**Problem details**
After locating the line that contains "M893 98 1052 64" in the records below, write out exactly that line and each line after it through the one that contains "M1135 0V23L927 66 867 40 868 15Z", and nothing else.

**Dataset records**
-------------------------

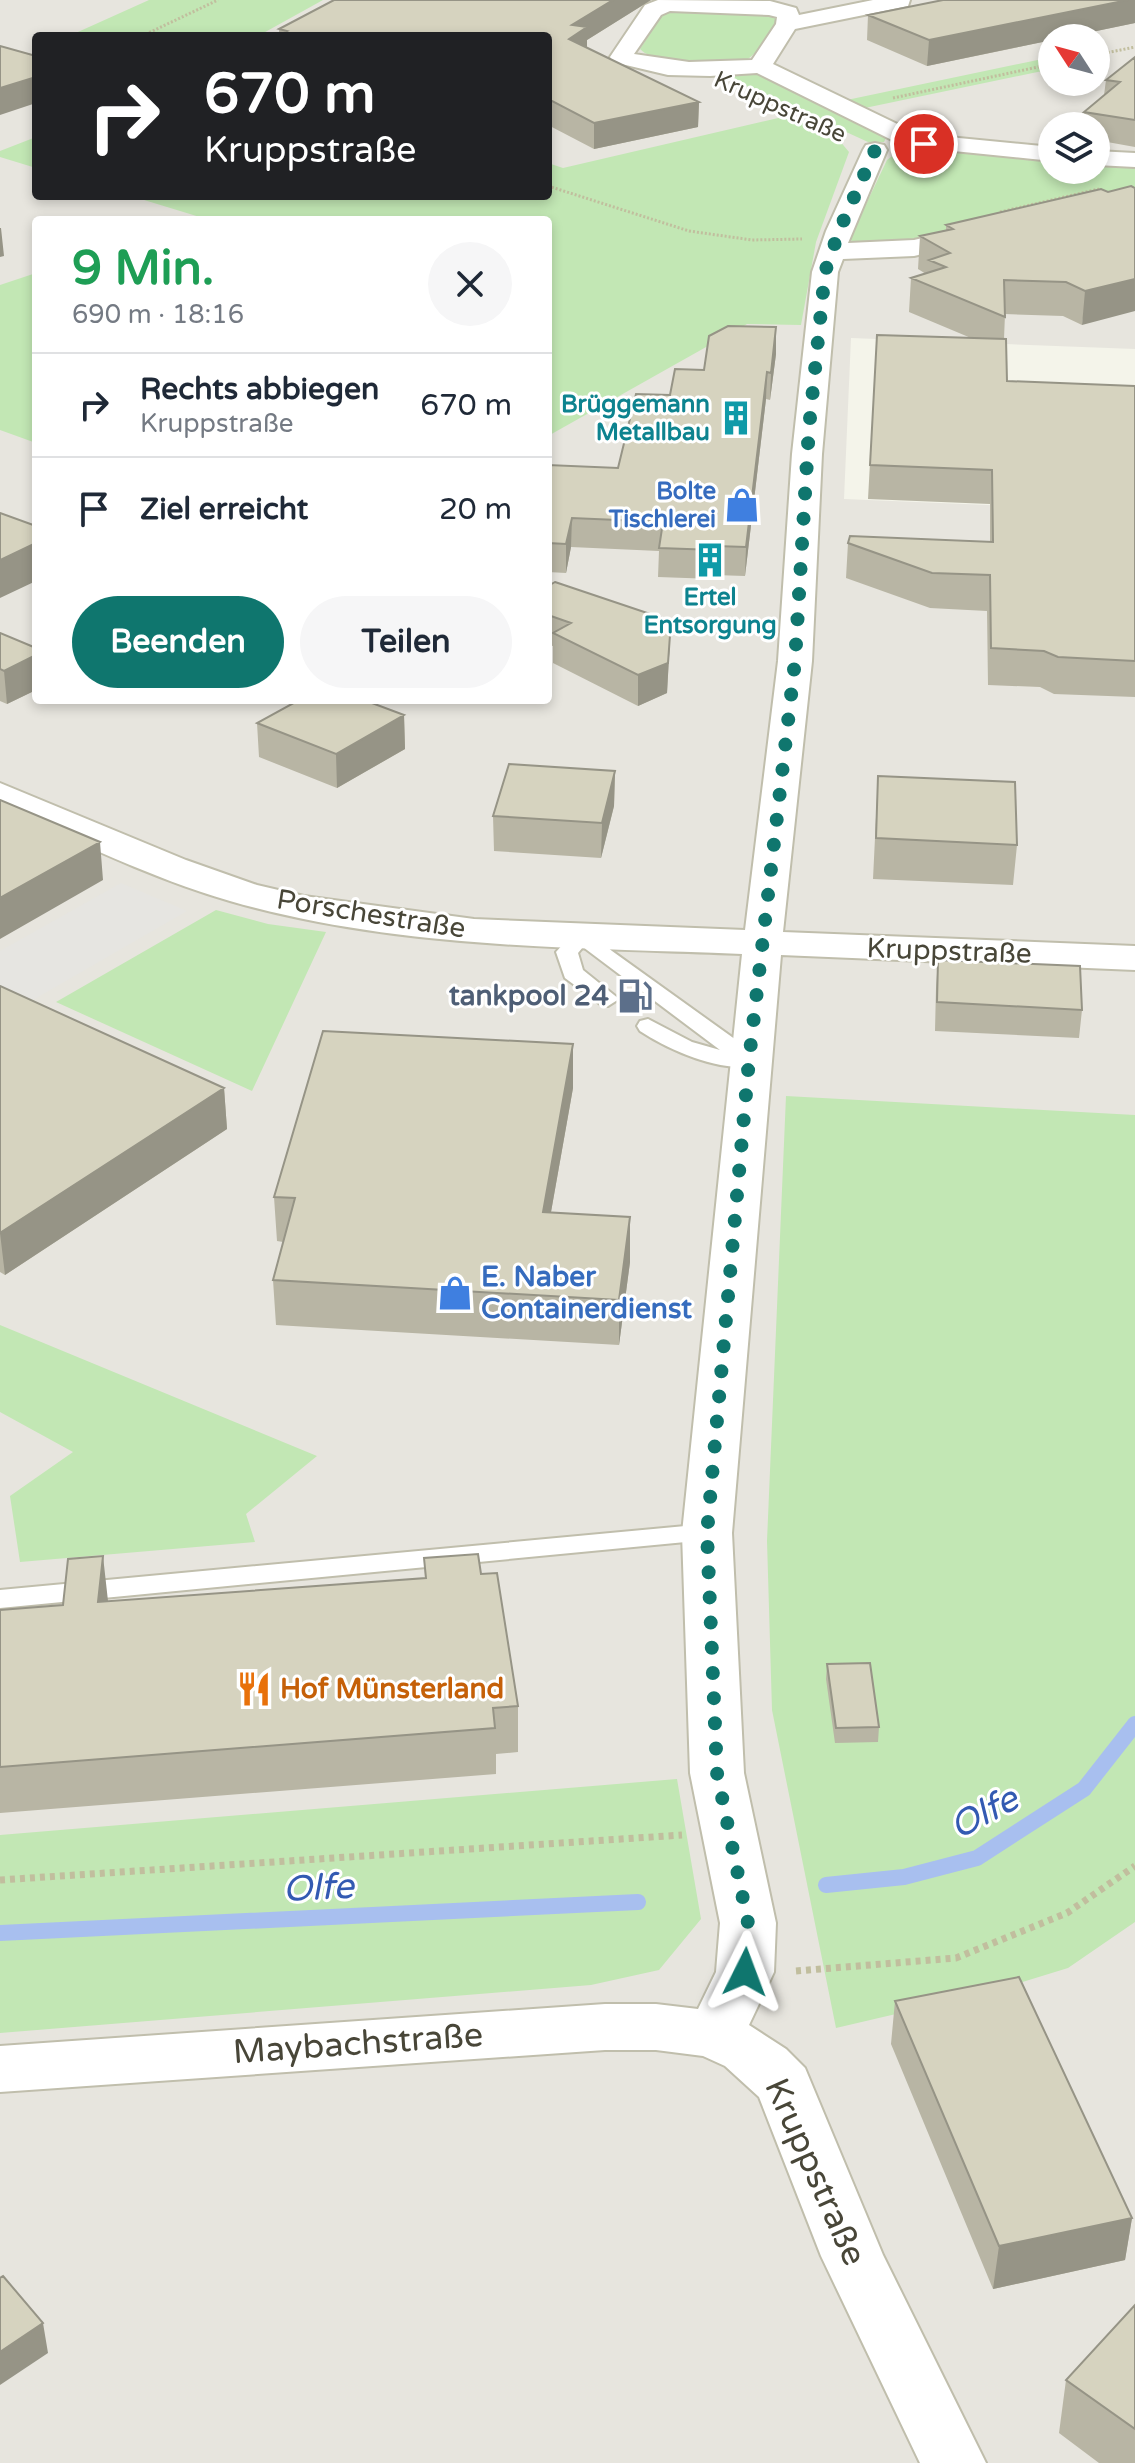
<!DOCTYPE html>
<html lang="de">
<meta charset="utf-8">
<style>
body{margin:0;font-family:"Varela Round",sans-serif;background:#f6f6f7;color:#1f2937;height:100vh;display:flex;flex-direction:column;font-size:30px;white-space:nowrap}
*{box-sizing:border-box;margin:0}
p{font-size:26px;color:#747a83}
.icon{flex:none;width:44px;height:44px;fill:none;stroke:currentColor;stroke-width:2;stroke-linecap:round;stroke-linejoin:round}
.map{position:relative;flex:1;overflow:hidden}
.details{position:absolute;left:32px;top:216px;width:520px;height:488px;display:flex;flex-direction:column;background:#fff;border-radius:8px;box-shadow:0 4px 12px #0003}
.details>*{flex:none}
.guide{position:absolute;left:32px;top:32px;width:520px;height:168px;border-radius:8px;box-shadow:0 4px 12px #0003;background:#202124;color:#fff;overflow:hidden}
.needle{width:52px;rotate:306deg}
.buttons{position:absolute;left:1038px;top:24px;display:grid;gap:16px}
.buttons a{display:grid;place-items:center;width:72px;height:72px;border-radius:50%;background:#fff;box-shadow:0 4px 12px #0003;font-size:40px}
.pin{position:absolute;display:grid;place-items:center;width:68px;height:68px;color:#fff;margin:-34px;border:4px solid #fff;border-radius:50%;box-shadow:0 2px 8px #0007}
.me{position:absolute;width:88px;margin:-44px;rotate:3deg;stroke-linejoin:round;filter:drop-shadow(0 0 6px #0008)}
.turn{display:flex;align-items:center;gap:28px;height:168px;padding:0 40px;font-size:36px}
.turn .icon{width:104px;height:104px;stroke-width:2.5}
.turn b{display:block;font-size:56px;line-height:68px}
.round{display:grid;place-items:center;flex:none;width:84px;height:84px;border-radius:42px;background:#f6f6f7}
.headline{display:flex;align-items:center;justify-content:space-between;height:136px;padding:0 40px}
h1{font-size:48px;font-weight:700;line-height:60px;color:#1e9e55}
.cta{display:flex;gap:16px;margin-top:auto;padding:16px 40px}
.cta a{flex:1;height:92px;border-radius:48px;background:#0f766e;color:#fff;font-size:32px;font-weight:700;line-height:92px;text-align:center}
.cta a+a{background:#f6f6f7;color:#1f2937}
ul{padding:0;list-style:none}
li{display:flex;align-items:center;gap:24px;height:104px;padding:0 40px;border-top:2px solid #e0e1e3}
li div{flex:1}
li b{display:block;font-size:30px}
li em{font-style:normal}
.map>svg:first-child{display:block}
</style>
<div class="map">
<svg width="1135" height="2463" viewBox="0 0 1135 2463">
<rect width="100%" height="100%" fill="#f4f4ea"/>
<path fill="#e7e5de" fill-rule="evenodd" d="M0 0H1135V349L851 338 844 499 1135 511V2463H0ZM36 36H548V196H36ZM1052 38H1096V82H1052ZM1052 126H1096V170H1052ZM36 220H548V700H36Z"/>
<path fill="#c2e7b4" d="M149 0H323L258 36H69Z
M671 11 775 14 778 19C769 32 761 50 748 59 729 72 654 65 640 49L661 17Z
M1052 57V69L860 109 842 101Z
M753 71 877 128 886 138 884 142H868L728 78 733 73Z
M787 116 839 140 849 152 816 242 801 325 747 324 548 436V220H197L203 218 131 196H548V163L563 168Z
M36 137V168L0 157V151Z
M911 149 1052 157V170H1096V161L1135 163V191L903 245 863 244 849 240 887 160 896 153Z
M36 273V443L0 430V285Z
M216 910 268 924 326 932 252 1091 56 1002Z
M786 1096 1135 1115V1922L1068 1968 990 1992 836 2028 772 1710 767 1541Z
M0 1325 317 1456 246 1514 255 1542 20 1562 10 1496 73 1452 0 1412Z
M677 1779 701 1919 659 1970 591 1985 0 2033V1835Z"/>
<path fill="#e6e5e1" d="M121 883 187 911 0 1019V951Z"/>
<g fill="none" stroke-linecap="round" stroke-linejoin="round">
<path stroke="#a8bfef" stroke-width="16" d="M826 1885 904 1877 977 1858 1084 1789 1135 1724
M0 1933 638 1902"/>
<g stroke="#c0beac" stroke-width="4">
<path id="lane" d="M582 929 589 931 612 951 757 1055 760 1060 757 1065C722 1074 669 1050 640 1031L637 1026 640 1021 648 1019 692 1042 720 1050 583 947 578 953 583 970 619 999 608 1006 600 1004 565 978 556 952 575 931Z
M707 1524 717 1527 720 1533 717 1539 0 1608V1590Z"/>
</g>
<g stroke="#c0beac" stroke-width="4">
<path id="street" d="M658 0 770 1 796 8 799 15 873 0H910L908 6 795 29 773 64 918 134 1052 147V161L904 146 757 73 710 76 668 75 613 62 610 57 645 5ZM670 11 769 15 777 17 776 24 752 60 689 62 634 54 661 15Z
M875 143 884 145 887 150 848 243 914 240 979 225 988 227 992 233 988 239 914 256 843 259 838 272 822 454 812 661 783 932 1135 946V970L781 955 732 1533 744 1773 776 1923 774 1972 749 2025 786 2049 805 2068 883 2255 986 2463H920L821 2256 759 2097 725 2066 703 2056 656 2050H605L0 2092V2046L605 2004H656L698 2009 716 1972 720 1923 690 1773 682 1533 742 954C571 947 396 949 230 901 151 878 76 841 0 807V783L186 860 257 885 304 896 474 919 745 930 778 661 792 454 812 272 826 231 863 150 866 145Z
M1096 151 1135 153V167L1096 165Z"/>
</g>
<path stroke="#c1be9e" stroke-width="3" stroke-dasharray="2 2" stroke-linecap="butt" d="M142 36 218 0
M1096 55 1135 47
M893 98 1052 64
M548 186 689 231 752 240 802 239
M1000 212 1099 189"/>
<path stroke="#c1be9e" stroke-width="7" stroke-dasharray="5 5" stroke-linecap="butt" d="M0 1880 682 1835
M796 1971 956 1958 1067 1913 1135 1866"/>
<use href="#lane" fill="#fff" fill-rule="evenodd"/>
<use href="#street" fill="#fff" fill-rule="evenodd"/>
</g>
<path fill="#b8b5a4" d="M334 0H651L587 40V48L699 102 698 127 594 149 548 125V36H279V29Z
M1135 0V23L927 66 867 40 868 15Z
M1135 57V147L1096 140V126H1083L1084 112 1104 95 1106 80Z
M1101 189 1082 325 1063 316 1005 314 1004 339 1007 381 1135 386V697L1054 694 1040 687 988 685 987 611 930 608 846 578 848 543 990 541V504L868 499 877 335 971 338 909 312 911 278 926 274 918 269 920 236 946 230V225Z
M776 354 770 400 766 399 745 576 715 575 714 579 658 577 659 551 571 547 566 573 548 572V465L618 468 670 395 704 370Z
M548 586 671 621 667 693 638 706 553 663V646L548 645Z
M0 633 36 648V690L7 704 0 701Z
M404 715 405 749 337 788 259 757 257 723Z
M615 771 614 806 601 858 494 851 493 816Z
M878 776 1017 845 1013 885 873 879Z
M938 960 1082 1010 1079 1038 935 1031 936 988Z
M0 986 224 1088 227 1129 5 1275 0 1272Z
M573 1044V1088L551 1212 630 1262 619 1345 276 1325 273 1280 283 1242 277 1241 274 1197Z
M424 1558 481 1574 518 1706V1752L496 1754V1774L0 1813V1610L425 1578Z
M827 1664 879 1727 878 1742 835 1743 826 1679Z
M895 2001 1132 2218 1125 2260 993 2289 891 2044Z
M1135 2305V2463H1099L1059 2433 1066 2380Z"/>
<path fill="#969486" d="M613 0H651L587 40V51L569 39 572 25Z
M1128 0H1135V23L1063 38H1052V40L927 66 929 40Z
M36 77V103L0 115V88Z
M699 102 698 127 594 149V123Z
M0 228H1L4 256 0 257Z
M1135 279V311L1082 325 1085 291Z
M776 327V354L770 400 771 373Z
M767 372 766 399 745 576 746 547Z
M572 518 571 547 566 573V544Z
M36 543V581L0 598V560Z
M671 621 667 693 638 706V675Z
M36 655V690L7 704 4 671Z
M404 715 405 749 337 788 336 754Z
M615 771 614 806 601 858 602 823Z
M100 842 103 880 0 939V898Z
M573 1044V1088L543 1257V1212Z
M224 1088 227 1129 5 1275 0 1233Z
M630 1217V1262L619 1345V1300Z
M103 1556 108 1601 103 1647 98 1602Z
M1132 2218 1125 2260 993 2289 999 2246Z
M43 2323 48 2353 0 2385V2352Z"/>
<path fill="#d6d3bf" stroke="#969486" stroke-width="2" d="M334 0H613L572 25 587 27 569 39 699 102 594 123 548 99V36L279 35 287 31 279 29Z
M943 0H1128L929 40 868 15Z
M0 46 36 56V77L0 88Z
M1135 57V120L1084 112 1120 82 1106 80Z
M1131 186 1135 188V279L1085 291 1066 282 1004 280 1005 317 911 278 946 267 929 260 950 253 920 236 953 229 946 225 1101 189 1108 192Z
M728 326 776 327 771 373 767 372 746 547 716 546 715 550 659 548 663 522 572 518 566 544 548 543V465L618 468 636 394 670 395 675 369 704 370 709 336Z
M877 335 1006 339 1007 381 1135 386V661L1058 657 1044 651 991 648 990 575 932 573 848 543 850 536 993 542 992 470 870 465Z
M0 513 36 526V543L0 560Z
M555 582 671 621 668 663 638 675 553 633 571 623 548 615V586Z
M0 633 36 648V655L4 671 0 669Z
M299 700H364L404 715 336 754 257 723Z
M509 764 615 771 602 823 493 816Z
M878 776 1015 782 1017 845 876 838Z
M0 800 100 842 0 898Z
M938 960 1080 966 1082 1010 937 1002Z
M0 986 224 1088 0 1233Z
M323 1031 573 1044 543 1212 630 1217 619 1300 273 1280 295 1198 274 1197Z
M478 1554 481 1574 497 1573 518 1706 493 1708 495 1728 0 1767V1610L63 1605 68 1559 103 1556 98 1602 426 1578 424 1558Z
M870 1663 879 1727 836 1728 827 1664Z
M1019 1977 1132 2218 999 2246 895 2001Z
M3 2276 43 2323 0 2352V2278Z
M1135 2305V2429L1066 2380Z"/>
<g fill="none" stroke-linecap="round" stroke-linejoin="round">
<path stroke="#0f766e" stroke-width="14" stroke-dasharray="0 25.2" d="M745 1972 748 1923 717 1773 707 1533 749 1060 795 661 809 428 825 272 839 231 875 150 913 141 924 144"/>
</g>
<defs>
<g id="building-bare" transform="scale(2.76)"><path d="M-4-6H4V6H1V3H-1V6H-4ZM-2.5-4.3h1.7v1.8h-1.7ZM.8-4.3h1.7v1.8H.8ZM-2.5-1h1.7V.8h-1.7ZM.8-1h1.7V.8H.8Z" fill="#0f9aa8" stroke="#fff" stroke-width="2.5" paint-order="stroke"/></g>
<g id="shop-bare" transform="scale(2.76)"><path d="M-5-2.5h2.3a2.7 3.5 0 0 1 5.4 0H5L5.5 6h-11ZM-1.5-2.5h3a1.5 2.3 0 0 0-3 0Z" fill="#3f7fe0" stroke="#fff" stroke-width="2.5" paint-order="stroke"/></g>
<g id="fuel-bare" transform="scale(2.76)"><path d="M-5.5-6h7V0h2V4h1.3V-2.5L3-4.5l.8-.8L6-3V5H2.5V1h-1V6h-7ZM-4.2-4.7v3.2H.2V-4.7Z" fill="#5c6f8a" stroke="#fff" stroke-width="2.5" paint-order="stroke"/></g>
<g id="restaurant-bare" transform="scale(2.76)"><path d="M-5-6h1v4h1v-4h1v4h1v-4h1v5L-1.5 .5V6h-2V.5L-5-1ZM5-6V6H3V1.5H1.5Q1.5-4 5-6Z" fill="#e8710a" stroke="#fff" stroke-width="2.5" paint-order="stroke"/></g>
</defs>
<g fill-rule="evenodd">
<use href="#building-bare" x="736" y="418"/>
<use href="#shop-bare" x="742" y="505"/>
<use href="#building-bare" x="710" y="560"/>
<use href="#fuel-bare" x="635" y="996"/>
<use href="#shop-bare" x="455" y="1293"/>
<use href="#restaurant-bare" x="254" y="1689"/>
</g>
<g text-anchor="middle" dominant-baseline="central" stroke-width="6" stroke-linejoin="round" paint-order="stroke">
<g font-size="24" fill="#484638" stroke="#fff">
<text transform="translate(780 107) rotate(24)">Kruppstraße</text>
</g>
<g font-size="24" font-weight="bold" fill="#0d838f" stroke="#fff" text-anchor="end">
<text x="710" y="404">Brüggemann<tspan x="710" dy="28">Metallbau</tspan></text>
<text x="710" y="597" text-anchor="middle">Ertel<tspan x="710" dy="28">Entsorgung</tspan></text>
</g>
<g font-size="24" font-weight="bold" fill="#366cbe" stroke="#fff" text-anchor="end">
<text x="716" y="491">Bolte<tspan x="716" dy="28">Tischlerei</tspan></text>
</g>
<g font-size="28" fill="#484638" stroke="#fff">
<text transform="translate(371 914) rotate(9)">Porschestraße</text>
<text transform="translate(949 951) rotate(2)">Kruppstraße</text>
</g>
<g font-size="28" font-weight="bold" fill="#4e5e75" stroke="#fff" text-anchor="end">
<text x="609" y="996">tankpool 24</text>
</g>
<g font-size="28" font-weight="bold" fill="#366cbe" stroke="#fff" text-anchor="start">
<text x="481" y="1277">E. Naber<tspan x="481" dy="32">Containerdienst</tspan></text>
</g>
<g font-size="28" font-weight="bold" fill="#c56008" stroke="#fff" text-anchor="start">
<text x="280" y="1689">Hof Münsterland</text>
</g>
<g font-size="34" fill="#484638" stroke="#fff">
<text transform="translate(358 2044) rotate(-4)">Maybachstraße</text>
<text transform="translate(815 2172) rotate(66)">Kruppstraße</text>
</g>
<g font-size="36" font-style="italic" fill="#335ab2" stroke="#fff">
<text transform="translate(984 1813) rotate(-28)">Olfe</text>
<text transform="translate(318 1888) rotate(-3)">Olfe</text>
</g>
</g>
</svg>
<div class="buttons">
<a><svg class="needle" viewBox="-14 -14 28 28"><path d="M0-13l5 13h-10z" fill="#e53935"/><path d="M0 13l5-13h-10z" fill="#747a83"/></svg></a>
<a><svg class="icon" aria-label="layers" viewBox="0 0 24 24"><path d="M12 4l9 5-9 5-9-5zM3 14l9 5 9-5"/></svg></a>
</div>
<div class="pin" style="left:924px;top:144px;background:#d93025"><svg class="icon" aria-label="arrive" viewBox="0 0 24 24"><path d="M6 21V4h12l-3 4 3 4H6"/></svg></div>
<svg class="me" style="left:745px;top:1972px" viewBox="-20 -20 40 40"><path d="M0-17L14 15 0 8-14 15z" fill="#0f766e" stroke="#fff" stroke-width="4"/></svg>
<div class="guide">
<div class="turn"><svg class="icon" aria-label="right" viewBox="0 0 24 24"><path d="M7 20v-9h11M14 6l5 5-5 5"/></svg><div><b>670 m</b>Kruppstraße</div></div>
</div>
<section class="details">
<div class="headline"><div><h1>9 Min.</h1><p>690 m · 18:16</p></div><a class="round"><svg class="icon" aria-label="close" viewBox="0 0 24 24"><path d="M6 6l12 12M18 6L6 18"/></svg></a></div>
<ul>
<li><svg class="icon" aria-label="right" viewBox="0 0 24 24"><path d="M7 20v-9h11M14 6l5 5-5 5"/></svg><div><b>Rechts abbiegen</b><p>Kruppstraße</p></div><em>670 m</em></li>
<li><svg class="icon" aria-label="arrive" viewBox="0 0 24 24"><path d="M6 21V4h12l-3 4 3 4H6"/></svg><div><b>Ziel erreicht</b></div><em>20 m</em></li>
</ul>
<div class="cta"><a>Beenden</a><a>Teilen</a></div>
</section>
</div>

-------------------------

**Response**
M893 98 1052 64
M548 186 689 231 752 240 802 239
M1000 212 1099 189"/>
<path stroke="#c1be9e" stroke-width="7" stroke-dasharray="5 5" stroke-linecap="butt" d="M0 1880 682 1835
M796 1971 956 1958 1067 1913 1135 1866"/>
<use href="#lane" fill="#fff" fill-rule="evenodd"/>
<use href="#street" fill="#fff" fill-rule="evenodd"/>
</g>
<path fill="#b8b5a4" d="M334 0H651L587 40V48L699 102 698 127 594 149 548 125V36H279V29Z
M1135 0V23L927 66 867 40 868 15Z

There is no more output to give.